Set in a small town in East Lancashire, the play explores the relationship of two brothers, Rob (Andrew Bottomley) and Sam (Tom Bishop), and their new step-sister Nikki (Prudence Buxton), while articulating Rob’s overwhelming desire to escape from a town where he doesn’t belong and break out into the real world. Things are further complicated by Rob’s feelings for Nikki, who he has been sleeping with for the past month, and the revelation that it is in fact his brother that she is in love with. Throw the discovery of letters between Rob and Sam’s parents which make the boys familiar with past events they had been oblivious to into the mix, and it is hardly surprising that the play ends with a dramatic confrontation and suicide attempt.

Prudence Buxton gave a strong performance as Nikki, while both boys tended to fall flat at times. Part of the problem was a lack of chemistry between the characters, although this became less apparent as the play went on. The relationship of older and younger brother was stretched too far at times, with Andrew Bottomly an overly awkward, ‘good’ older brother, and Tom Bishop rather too petty and childish as the younger brother. However, the heart-to-heart of the final scene revealed both as good actors able to capture with poignancy their characters’ struggles with identity.

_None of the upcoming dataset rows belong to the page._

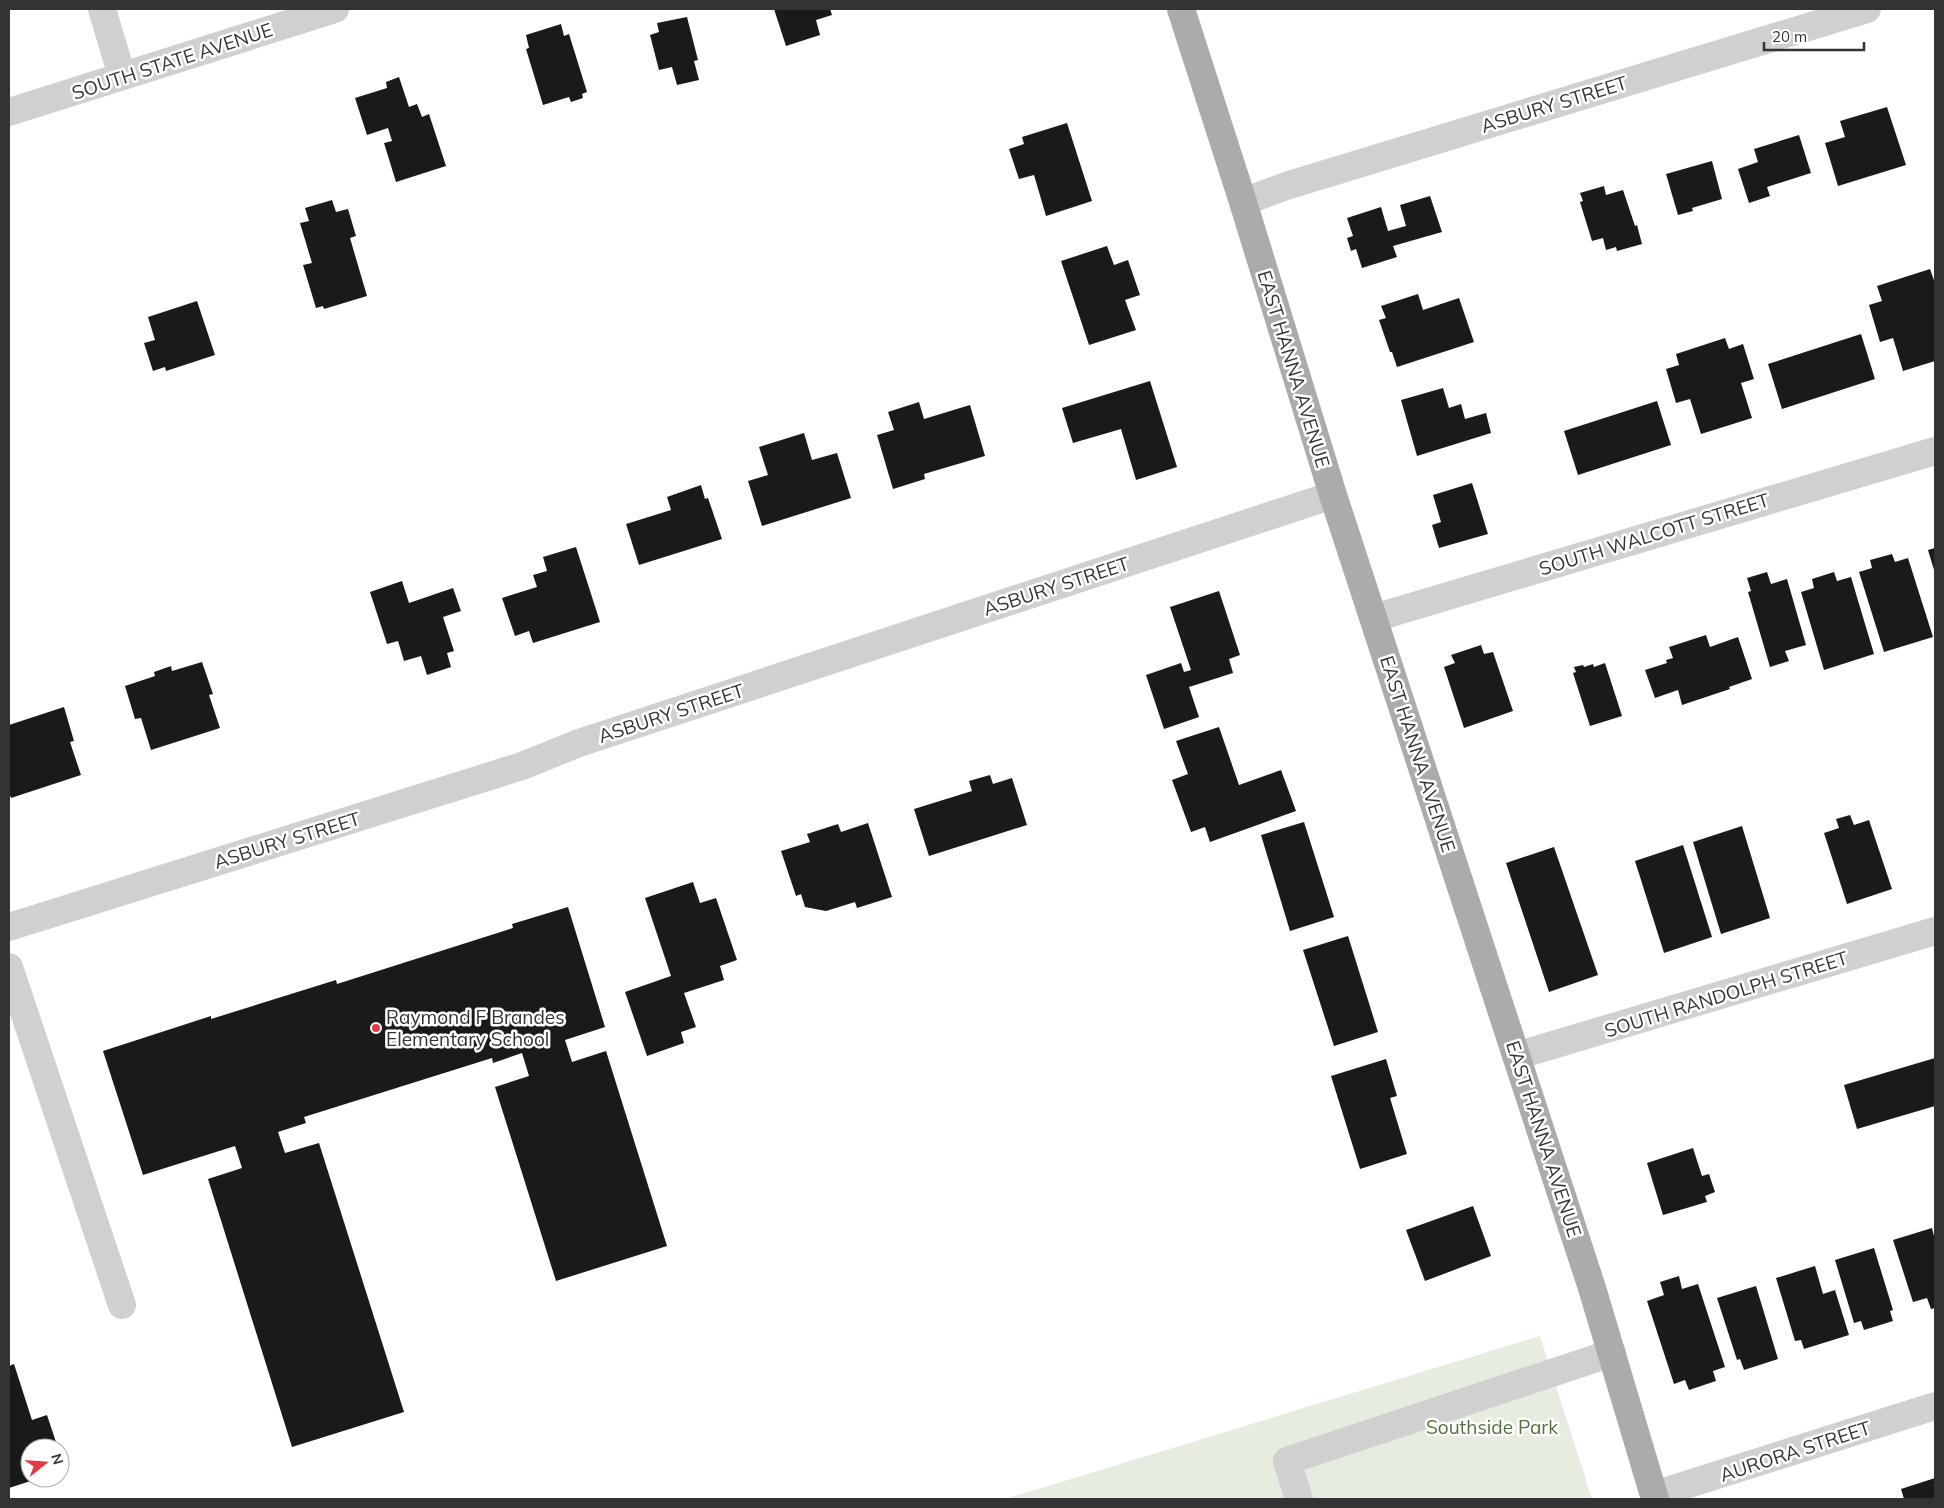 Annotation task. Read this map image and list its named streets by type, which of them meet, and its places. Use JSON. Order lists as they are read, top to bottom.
{
  "streets": {
    "main road": ["EAST HANNA AVENUE"],
    "street": [
      "SOUTH STATE AVENUE",
      "ASBURY STREET",
      "SOUTH WALCOTT STREET",
      "SOUTH RANDOLPH STREET",
      "AURORA STREET"
    ]
  },
  "crossings": [
    ["ASBURY STREET", "EAST HANNA AVENUE"],
    ["EAST HANNA AVENUE", "SOUTH WALCOTT STREET"],
    ["EAST HANNA AVENUE", "SOUTH RANDOLPH STREET"],
    ["EAST HANNA AVENUE", "AURORA STREET"]
  ],
  "parks": ["Southside Park"],
  "places": ["Raymond F Brandes Elementary School"],
  "scale_bar": "20 m",
  "north": "right"
}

The last scene was certainly strong, but would have been more powerful if there had been a clearer build-up of tension. Instead, much of the beginning of the play seems to focus upon the three teenagers arguing simply for the sake of portraying the clichéd ‘dysfunctional family’ backdrop upon which the play clearly depends. The script is also sloppy at times, repeating details which we have already been told. And the box from which the revelatory love letters were produced could have done with being bigger, to make the audience believe that they had been concealed at the bottom. These may seem minor points, but the proximity of the audience to the actors in the BT make details like this extremely visible. Aside from this point, however, the set was very good and the staging well choreographed.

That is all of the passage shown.